MOSCOW (Reuters) - Russia expressed surprise on Tuesday that the United States had scrambled fighter jets at the weekend to intercept strategic Russian bombers, one of which flew over a U.S. aircraft carrier in the Pacific.
Four U.S. F/A-18 fighters were launched after Russian Tu-95 Bear bombers flying south of Japan were detected turning towards the Nimitz aircraft carrier and its escort, a U.S. defense official said.
One of the Russian bombers flew over the deck of the Nimitz, said the official, speaking on condition of anonymity. The U.S. fighters escorted the Russian bombers out of the area.

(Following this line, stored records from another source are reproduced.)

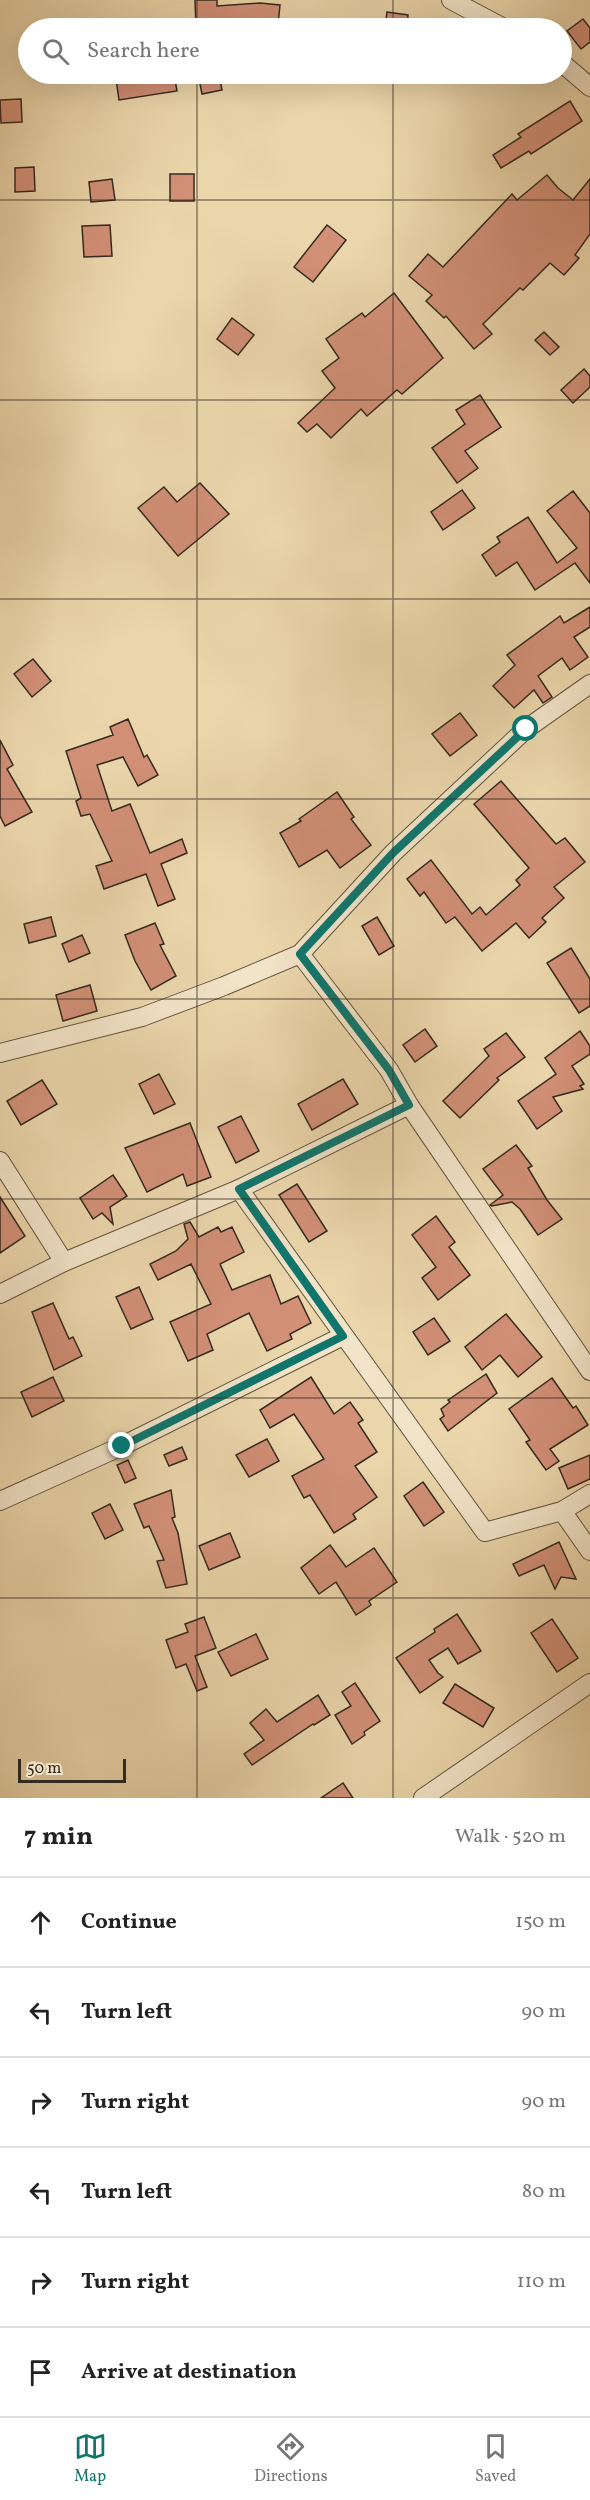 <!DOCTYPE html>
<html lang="en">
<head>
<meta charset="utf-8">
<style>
	body { margin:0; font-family:Vollkorn,serif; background:#f6f6f6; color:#222 }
	.scale { position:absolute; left:18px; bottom:15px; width:108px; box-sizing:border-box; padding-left:6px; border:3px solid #342a1e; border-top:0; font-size:16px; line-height:21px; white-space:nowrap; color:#342a1e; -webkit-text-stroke:4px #f2e4c8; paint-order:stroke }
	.stop { position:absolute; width:18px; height:18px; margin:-14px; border:4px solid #0f766e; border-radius:50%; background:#fff }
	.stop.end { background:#0f766e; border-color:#fff; box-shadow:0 2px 6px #0008 }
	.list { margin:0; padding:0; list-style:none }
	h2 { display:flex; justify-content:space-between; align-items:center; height:78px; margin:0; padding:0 24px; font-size:26px }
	h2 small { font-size:20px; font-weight:400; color:#767676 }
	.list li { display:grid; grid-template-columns:39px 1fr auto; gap:18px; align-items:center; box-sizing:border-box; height:90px; padding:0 24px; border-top:2px solid #e0e0e0 }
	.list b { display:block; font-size:22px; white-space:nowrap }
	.list em { font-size:20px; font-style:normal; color:#767676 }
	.icon { flex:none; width:33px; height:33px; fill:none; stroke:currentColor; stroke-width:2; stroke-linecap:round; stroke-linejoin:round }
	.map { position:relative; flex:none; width:590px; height:1798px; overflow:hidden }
	.search { position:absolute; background:#fff; box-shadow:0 6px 24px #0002; left:18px; right:18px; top:18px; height:66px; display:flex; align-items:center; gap:15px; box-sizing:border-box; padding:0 21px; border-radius:33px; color:#767676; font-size:22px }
	.sheet { height:618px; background:#fff }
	nav { display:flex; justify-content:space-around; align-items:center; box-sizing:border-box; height:84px; border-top:2px solid #e0e0e0; background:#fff; font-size:16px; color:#767676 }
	nav a { display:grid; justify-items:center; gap:3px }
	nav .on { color:#0f766e }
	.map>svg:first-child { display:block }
</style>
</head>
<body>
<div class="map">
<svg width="590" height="1798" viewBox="0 0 590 1798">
	<rect width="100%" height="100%" fill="#ebd6ab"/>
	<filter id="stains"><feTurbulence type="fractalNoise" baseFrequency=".00333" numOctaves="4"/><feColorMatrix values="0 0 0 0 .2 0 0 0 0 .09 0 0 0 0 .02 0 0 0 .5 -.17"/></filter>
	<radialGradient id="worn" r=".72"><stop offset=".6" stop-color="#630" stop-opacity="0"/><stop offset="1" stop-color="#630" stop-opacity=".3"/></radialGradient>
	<g fill="#d29077" stroke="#342a1e" stroke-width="1.5">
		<path d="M195,0H217V6L260,3L280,5L278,25L247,22L248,28H196Z"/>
		<path d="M387,12L408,15L407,28L385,27Z"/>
		<path d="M583,19L590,28V42L581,49L567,31Z"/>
		<path d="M174,74L177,91L119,100L116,79L143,76V78Z"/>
		<path d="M198,74H219L222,90L202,94Z"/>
		<path d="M21,99L22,122L1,123L0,100Z"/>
		<path d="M570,101L582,121L531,154L529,151L501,168L493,155L521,137L518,134Z"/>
		<path d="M34,167L35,191L15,192V168Z"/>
		<rect x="170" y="174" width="24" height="27"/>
		<path d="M547,175L558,188L573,200L590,179V234L575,255L579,258L564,275L550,263L523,290L520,288L483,324L492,334L474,349L446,316L444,318L426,301L432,295L409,276L428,254L443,267L512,194L517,200Z"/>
		<path d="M112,179L115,200L91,202L89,182Z"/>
		<path d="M110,225L112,256L84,257L82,226Z"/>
		<path d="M327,225L346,240L313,282L294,267Z"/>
		<path d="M394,293L443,358L402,394L397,390L367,416L361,409L331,438L317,424L307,432L298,423L335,388L322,371L339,358L326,339L362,313L365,317Z"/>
		<path d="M232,318L254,335L238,355L217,339Z"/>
		<path d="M544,332L559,347L550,355L535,340Z"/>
		<path d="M584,369L590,376V387L573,403L561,390Z"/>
		<path d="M480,395L501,427L465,451L478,468L457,483L432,448L465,424L456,410Z"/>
		<path d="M200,483L229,514L178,556L138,508L164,487L177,502Z"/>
		<path d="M462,490L475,508L443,530L431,512Z"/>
		<path d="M573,491L590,513V583L575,563L535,590L517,562L496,576L482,555L500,542L497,537L528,517L557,563L577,548L547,511Z"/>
		<path d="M590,607V627L574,637L588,657L570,670L562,658L538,676L552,697L543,703L534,690L514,708L493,686L515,665L507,655L560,616L564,623Z"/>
		<path d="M33,659L51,681L32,697L14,674Z"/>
		<path d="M460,713L477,735L450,756L432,734Z"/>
		<path d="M128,719L144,757L147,755L158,775L138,786L123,757L97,765L112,811L130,804L150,853L182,839L187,853L161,864L175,899L158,906L146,874L104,889L96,866L112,861L90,814L81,816L76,801L81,798L66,751L113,735L110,727Z"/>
		<path d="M0,740L13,765L7,769L32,812L5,826L0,816Z"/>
		<path d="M501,781L556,844L565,838L585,862L554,887L564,898L542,918L546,922L529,938L516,923L482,951L455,917L446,923L424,892L420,896L407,879L431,860L472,914L480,907L486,915L520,885L516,880L529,868L474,804Z"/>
		<path d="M337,792L354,817L351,819L371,845L340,868L327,850L299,867L280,833L301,821L299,819Z"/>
		<path d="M51,917L56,936L29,943L24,924Z"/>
		<path d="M377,917L394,946L379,955L362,926Z"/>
		<path d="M155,923L164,944L160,945L176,976L151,990L135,961L125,935Z"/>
		<path d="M82,935L90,953L69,962L62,944Z"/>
		<path d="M571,948L590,979V1006L579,1013L547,963Z"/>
		<path d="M90,985L97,1011L63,1021L56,995Z"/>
		<path d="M425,1029L437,1046L415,1062L403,1045Z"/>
		<path d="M580,1031L590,1046V1054L572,1066L584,1084L580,1086L583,1089L553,1097L562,1111L537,1129L518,1101L556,1074L545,1058Z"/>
		<path d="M506,1033L525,1057L497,1078L499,1080L460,1118L443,1101L489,1056L484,1049Z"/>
		<path d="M159,1074L175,1104L154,1114L139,1084Z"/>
		<path d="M343,1079L358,1104L312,1130L298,1104Z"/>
		<path d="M42,1080L57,1104L21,1125L7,1101Z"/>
		<path d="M241,1116L259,1151L236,1163L218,1127Z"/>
		<path d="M190,1123L211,1177L187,1186L183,1174L147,1192L125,1148Z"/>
		<path d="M516,1145L532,1166L528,1168L547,1200L562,1219L538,1235L520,1209L512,1202L492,1206L490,1205L503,1195L483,1169Z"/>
		<path d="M113,1175L127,1196L110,1207L113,1224L102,1213L93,1219L80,1198Z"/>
		<path d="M297,1184L327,1231L309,1242L279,1195Z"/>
		<path d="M0,1197L25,1236L0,1253Z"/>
		<path d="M436,1216L455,1242L449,1247L470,1275L438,1300L422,1278L436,1267L412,1235Z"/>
		<path d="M190,1222L199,1237L218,1227L221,1232L232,1227L244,1252L220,1264L232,1290L270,1275L281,1304L298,1296L311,1323L290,1334L292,1339L267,1351L249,1313L207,1334L213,1350L188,1361L170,1322L211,1304L191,1264L158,1280L150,1264L176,1251L188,1239L184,1224Z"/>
		<path d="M139,1287L153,1319L131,1329L116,1297Z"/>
		<path d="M53,1303L69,1339L73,1337L82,1356L54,1370L32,1312Z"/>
		<path d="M506,1314L542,1357L518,1377L500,1355L482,1370L465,1347Z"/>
		<path d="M434,1318L450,1341L428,1355L413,1332Z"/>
		<path d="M486,1374L497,1393L448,1431L440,1419L444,1416L441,1409L450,1402L448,1400Z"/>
		<path d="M53,1377L64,1401L32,1417L21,1392Z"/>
		<path d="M311,1377L334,1414L350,1402L363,1420L358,1423L377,1452L355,1466L377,1497L353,1514L356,1519L334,1533L310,1495L304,1498L292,1476L324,1459L294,1414L270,1428L260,1410Z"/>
		<path d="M552,1378L573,1408L576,1406L588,1425L550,1449L559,1461L546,1470L526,1442L530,1440L509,1409Z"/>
		<path d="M267,1439L279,1461L249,1477L236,1455Z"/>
		<path d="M182,1447L187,1459L169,1466L164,1455Z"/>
		<path d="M590,1455V1479L568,1489L559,1468Z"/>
		<path d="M128,1460L136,1478L125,1483L117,1465Z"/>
		<path d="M423,1482L444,1512L424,1526L404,1496Z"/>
		<path d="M171,1490L175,1517L172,1518L178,1533L187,1584L166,1588L157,1561L164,1560L149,1526L144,1528L134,1504Z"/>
		<path d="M110,1504L123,1530L105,1539L92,1513Z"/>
		<path d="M230,1533L240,1557L209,1570L199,1546Z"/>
		<path d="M559,1542L576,1579L561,1577L555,1589L544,1565L519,1576L513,1564Z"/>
		<path d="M330,1545L346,1567L374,1548L397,1582L369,1601L371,1605L356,1615L336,1582L319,1594L301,1568Z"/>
		<path d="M457,1614L481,1651L458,1664L448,1648L429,1660L438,1673L443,1677L420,1693L396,1658L435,1632L434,1629Z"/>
		<path d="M204,1617L216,1648L195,1656L207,1687L197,1691L186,1664L176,1668L166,1640L188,1632L185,1624Z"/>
		<path d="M552,1619L578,1658L557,1672L531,1633Z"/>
		<path d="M256,1634L268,1659L231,1676L218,1652Z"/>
		<path d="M355,1683L380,1721L364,1732L365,1735L352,1744L335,1715L351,1706L342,1692Z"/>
		<path d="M455,1684L494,1708L483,1727L443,1703Z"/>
		<path d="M318,1695L330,1715L314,1725L313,1724L252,1765L244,1754L264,1740L250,1723L266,1709L277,1722Z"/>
		<path d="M343,1783L353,1798H321Z"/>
	</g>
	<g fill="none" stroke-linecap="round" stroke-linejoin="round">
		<defs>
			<g id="street">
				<path d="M451,0L504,28"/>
				<path d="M562,63L590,87"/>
				<path d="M300,954L389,1070L409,1105L590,1371"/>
				<path d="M0,1053L142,1017L224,986L300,954L393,853L526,729L590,684"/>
				<path d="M0,1161L64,1262"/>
				<path d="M239,1189L485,1532L562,1511L590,1494"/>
				<path d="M0,1294L64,1262L239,1189L409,1105"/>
				<path d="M0,1501L122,1446L343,1336"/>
				<path d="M562,1511L590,1551"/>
				<path d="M423,1798L590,1683"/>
			</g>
		</defs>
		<use href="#street" stroke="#625541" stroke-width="20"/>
		<use href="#street" stroke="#f2e4c8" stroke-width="18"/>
	</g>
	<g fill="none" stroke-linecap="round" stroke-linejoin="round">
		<path stroke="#0f766e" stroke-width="8" d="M122,1446L343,1336L239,1189L409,1105L389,1070L300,954L393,853L526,729"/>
	</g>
	<path fill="none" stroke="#342a1e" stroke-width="1.5" stroke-opacity="0.55" d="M197,0V28M393,0V28M197,74V1798M393,74V1798M0,200H590M0,400H590M0,599H590M0,799H590M0,999H590M0,1199H590M0,1398H590M0,1598H590"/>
	<rect width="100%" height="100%" filter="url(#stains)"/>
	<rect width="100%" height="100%" fill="url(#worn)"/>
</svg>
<div class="scale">50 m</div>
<div class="stop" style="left:526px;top:729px"></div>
<div class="stop end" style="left:122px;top:1446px"></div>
<div class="search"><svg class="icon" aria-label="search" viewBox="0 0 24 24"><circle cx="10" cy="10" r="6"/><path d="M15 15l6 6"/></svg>Search here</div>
</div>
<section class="sheet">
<h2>7 min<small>Walk · 520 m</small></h2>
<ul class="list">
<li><svg class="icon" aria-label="ahead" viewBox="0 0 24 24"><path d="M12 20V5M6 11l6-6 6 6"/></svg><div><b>Continue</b></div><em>150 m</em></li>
<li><svg class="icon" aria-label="left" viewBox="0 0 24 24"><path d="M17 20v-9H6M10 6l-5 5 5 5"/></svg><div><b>Turn left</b></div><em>90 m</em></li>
<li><svg class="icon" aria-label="right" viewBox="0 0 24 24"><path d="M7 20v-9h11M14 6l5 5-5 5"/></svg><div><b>Turn right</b></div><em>90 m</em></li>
<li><svg class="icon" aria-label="left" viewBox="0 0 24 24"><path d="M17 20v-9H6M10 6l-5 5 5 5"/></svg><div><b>Turn left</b></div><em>80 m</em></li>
<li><svg class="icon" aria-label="right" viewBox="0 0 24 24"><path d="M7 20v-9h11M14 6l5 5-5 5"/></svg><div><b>Turn right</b></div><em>110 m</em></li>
<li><svg class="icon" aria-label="arrive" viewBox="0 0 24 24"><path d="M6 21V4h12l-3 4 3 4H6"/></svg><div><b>Arrive at destination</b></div></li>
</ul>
</section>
<nav>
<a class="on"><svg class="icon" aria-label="map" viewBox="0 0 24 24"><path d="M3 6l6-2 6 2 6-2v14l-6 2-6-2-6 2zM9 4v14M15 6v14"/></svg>Map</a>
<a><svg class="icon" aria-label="directions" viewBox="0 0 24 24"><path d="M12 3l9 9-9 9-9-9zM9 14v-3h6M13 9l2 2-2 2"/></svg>Directions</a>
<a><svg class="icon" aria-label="saved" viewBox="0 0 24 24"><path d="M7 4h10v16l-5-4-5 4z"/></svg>Saved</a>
</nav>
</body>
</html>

“It is standard operating procedure for U.S. planes to escort aircraft flying in the vicinity of U.S. Navy ships,” the U.S. defense official said.
The Russian Air Force said the February 9 mission by four Tu-95s was part of long-distance patrols of the Pacific, Atlantic and Arctic oceans and the Black Sea begun in August last year.
It said all flights were made over neutral waters, did not breach international borders and all concerned parties were notified in advance.
“We are surprised by all the clamor this raised,” RIA news agency quoted Russian Air Force spokesman Alexander Drobyshevsky as saying.
A Russian bomber last flew over a U.S. aircraft carrier in July 2004, when a Bear flew over the USS Kitty Hawk in the Sea of Japan, the official said.
Russian bombers have ramped up their flights near U.S. territory and U.S. naval assets over the past year, demonstrating their long-range strike capability.
In August, Russian bombers were tracked flying a course toward Guam, a U.S. territory in the Pacific.
Russian officials say they will revive some of the military power and reach lost following the collapse of the Soviet Union.